FIGURE 3Genome-wide evaluation of STR variability. (A) The distribution of STR variability in the dSTR subset, eSTR subset, and FM-eSTR subset. TRcards = our entire STR dataset, dSTR = disease-associated STR, eSTR = expression STRs, FM-eSTR = fine-mapped eSTRs. (B) The distribution of STR variability in the different motif size subsets. (C) The distribution of STR variability in the different genomic region subsets. In all panels, the x-axis gives the normalized RDI value and the y-axis gives the percentage of STR loci. Normalized RDI = normalized repeat dynamic index. We refer to the STR with normalized RDI score at 0–0.2, 0.2–0.4, 0.4–0.6, 0.6–0.8, and 0.8–1.0 as very lowly variable (vlSTR), lowly variable STR (lSTR), moderately variable STR (mSTR), highly variable STR (hSTR), and very highly variable STR (vhSTR), respectively. Colors denote different STR subsets. The brown dashed line in (B) and (C) shows the reference percentage in the entire dataset.
FIGURE 4Tissue-specific expression profiles of vhSTRs and hSTRs. (A) Tissue-specific expression pattern of vhSTRs. (B) Tissue-specific expression pattern of hSTRs. Heatmaps show the expression patterns of different STRs subset across different tissues based on the normalized expression level. vhSTRs = very highly variable STRs, hSTRs = highly variable STRs. The rows represent the entire dataset of vhSTR or hSTR and their subsets stratified by different motif sizes, genomic regions, and repeat units. The columns represent the tissues.
FIGURE 5Enrichment pathways of vhSTRs and hSTRs. (A) Significant GO terms of vhSTR. (B) Significant GO terms of hSTR. (C) Significant KEGG pathways of vhSTR. (D) Significant KEGG pathways of hSTR. vhSTRs = very highly variable STRs, hSTRs = highly variable STRs. GO = Gene Ontology, KEGG = Kyoto Encyclopedia of Genes and Genomes. In all panels, the rows represent the entire dataset of vhSTR or hSTR and their subset stratified by different motif sizes, genomic regions, and eSTR repeat units. The columns represent the GO terms or KEGG pathway. Fisher’s exact test was used to calculate the p-value for each tissue.
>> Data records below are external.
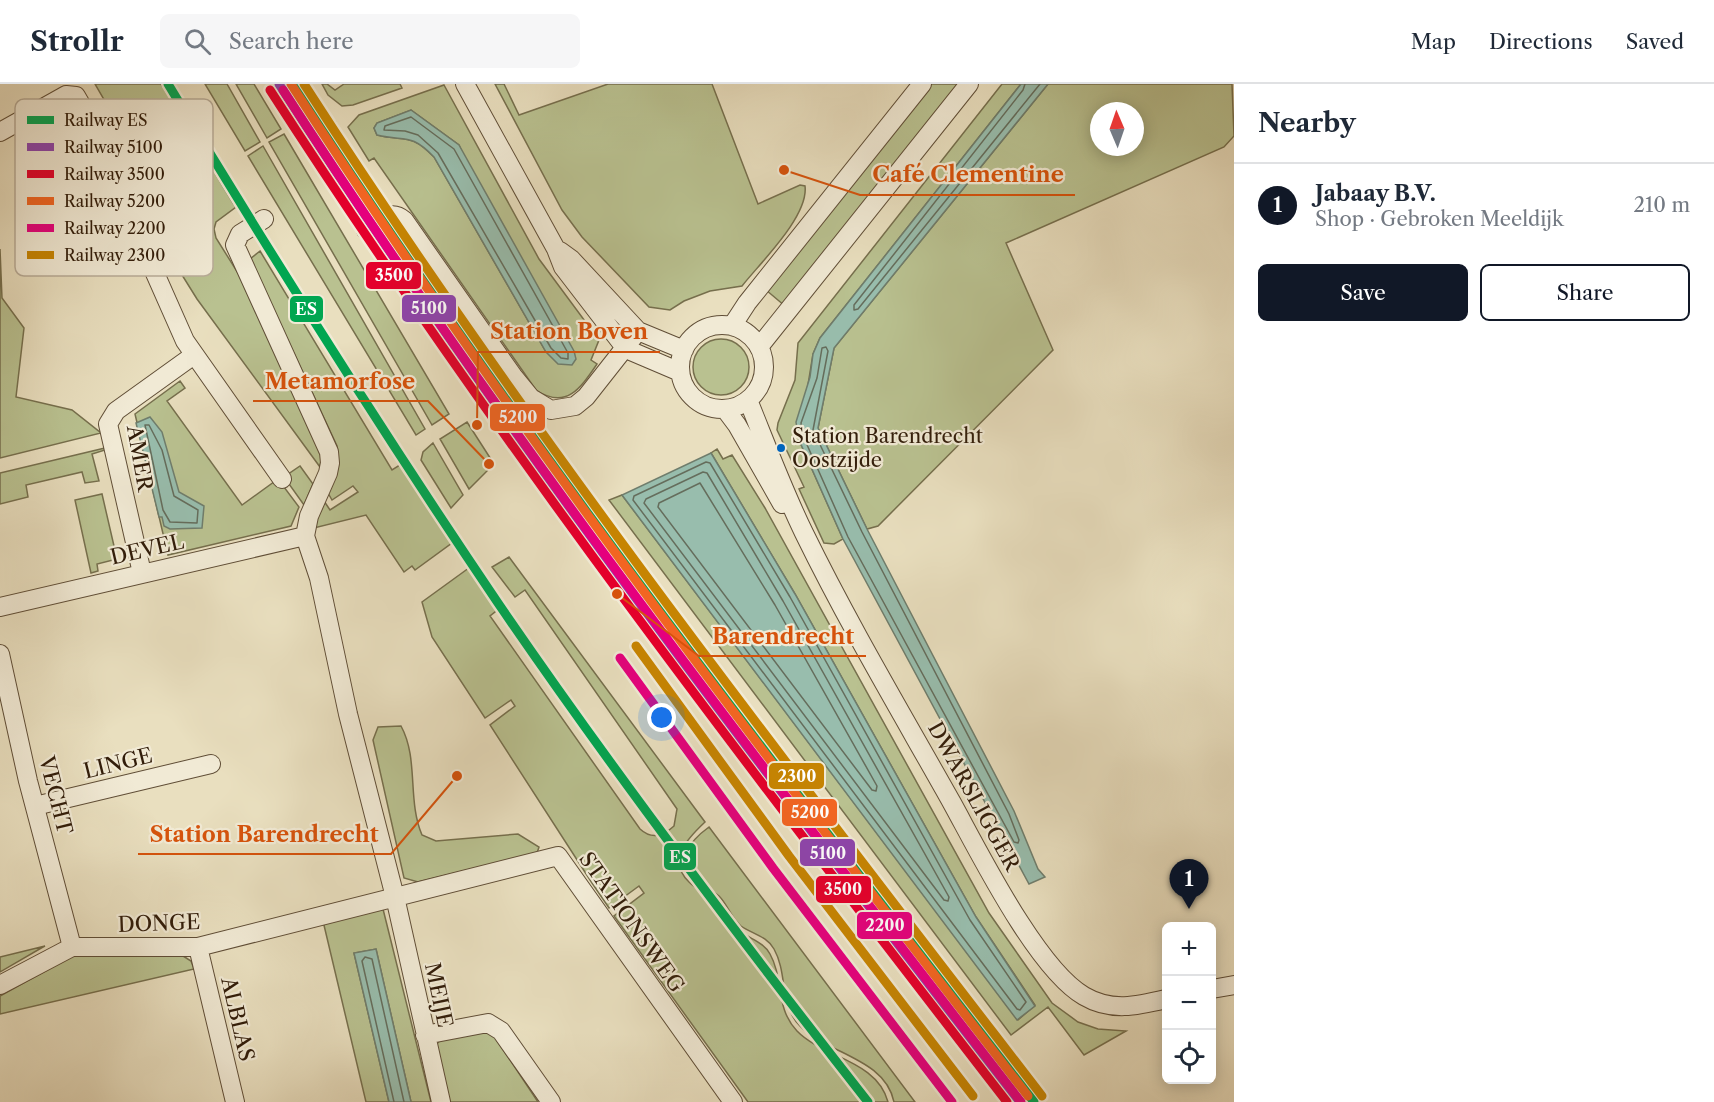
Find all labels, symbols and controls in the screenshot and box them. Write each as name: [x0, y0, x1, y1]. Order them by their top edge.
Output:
search box: [160, 14, 580, 68]
text: Strollr: [30, 24, 124, 58]
icon: search: [181, 25, 214, 58]
text: Search here: [229, 28, 353, 55]
text: Map: [1411, 29, 1456, 54]
text: Directions: [1489, 29, 1593, 54]
text: Saved: [1626, 29, 1684, 54]
legend: [15, 99, 213, 276]
north arrow: [1090, 102, 1144, 156]
text: Nearby: [1258, 107, 1356, 139]
text: Railway ES: [64, 110, 148, 130]
text: Railway 5100: [64, 137, 163, 157]
callout: Café Clementine: [860, 155, 1075, 195]
text: Café Clementine: [872, 161, 1064, 188]
text: Railway 3500: [64, 164, 165, 184]
text: Jabaay B.V.: [1315, 180, 1436, 207]
text: Railway 5200: [64, 191, 165, 211]
text: 1: [1273, 193, 1282, 217]
text: 210 m: [1633, 193, 1690, 217]
text: Shop · Gebroken Meeldijk: [1315, 207, 1564, 231]
text: Railway 2200: [64, 218, 166, 238]
text: Railway 2300: [64, 245, 165, 265]
line badge: 3500: [365, 261, 422, 290]
button: Save: [1258, 264, 1468, 321]
button: Share: [1480, 264, 1690, 321]
text: 3500: [375, 265, 413, 285]
line badge: 5100: [401, 294, 457, 323]
line badge: ES: [289, 295, 324, 323]
text: 5100: [411, 298, 447, 318]
text: ES: [295, 299, 317, 319]
callout: Station Boven: [478, 312, 660, 352]
text: Station Boven: [490, 318, 648, 345]
callout: Metamorfose: [253, 361, 428, 401]
text: Metamorfose: [265, 368, 415, 395]
line badge: 5200: [489, 403, 546, 432]
text: 5200: [499, 407, 537, 427]
street label: AMER: [122, 422, 158, 495]
place label: Station Barendrecht Oostzijde: [792, 424, 983, 472]
marker: Station Barendrecht Oostzijde: [775, 442, 787, 454]
street label: DEVEL: [108, 528, 186, 570]
callout: Barendrecht: [699, 616, 866, 656]
text: Barendrecht: [712, 623, 854, 650]
your location: [647, 703, 676, 732]
street label: DWARSLIGGER: [923, 717, 1026, 876]
street label: LINGE: [81, 742, 155, 784]
street label: VECHT: [34, 752, 78, 837]
line badge: 2300: [768, 762, 825, 790]
text: 2300: [778, 766, 816, 786]
line badge: 5200: [781, 798, 838, 827]
text: 5200: [791, 802, 829, 822]
callout: Station Barendrecht: [138, 814, 391, 854]
text: Station Barendrecht: [149, 821, 379, 848]
line badge: 5100: [799, 838, 856, 867]
line badge: ES: [663, 842, 697, 871]
text: 5100: [810, 843, 846, 863]
street label: STATIONSWEG: [574, 847, 690, 997]
text: ES: [669, 847, 691, 867]
pin: 1: [1170, 860, 1208, 909]
line badge: 3500: [815, 875, 872, 904]
text: 3500: [824, 879, 862, 899]
street label: DONGE: [117, 909, 201, 937]
line badge: 2200: [856, 911, 913, 940]
text: 2200: [865, 915, 905, 935]
map controls: [1162, 922, 1216, 1084]
button: +: [1162, 922, 1216, 976]
street label: MEIJE: [420, 960, 458, 1030]
street label: ALBLAS: [216, 973, 260, 1064]
button: −: [1162, 976, 1216, 1030]
button: locate: [1162, 1030, 1216, 1084]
FIGURE 6Snapshot of the TRcards web interface (http://www.genemed.tech/trcards/home). “Home page” shows the introduction and motivation of TRcards. There are approaches to access specific STRs in the “Search page” and “Browse page” through different input query types. CACCC repeat in FAM41C gene is illustrated as an example to show the information for each STR locus, including the chromosome, the starting position of the repeat, the end position of the repeat, the 5 and 95 percentile of the repeat counts, nRDI value, and the plot of repeat size distribution.